The number of resident taxpayers in New York state grew at a slower rate than the number of non-residents over a four-year period prior to the COVID-19 pandemic, a report released on Friday by Comptroller Tom DiNapoli's office found. 

The report, which reviewed the period between 2015 and 2019, found resident taxpayers increased by 3.1% compared to non-resident filers increasing by 13.6%. The slower growth is attributed in part to the larger number of part-year filers moving out of New York than moving in. 

Part-year resident taxpayers only account for less than 3% of New York's personal income taxpayers as of 2019, the most recent available data.

But the movement of people out of New York could have a significant impact on New York's tax collections. The state relies heavily on the personal income tax for the majority of its revenue. New York's population growth has been largely flat over the last decade, and thousands of people likely moved out of the state during the initial first year of the pandemic. 

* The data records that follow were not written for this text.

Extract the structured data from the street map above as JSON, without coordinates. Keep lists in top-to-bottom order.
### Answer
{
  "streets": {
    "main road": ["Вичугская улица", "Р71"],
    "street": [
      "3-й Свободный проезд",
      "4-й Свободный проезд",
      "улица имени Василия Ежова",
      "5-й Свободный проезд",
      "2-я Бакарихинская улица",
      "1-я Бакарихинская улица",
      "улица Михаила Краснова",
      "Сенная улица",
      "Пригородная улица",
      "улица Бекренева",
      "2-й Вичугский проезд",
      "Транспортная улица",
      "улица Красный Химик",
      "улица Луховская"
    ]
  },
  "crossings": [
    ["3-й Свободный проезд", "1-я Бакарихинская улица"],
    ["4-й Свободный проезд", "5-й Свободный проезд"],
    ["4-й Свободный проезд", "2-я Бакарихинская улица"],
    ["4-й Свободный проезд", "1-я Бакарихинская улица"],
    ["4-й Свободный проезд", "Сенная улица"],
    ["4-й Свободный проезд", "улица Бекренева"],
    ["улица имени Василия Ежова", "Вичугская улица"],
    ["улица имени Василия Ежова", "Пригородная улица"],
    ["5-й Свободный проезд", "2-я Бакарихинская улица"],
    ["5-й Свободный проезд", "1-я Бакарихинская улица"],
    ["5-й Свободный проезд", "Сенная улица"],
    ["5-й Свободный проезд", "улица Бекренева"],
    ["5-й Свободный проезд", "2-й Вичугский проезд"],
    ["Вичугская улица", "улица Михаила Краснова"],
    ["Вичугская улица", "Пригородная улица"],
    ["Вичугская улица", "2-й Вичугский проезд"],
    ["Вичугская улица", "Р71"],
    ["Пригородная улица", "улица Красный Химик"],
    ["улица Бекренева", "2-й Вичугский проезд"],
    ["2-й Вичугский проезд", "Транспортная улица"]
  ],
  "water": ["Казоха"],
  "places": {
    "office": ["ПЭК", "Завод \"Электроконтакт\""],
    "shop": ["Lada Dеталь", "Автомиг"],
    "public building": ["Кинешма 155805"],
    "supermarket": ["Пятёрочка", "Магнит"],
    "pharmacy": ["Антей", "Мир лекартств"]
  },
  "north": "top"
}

Non-residents in 2019 composed 10% of filers, but were responsible for 15% of the personal income tax collected that year. 

“The personal income tax is the single largest state revenue source for New York, accounting for two of every three tax dollars,” DiNapoli said. “New York’s fiscal health is linked to attracting and retaining taxpayers. Monitoring trends is critical and further analysis of migration trends during and after the pandemic will be needed. Expanding economic opportunities and making quality of life investments will strengthen our tax base and ensure the state can pay for critical public services."

In 2019, 71% of taxpayers leaving New York took all of their income with them. That meant the net outflow of $120 million in revenue for that year. On a full-year basis, the revenue loss reaches $360 million, the report found. 

Personal income tax revenue can be especailly violatile in a recession, turning projected surpluses into deficits.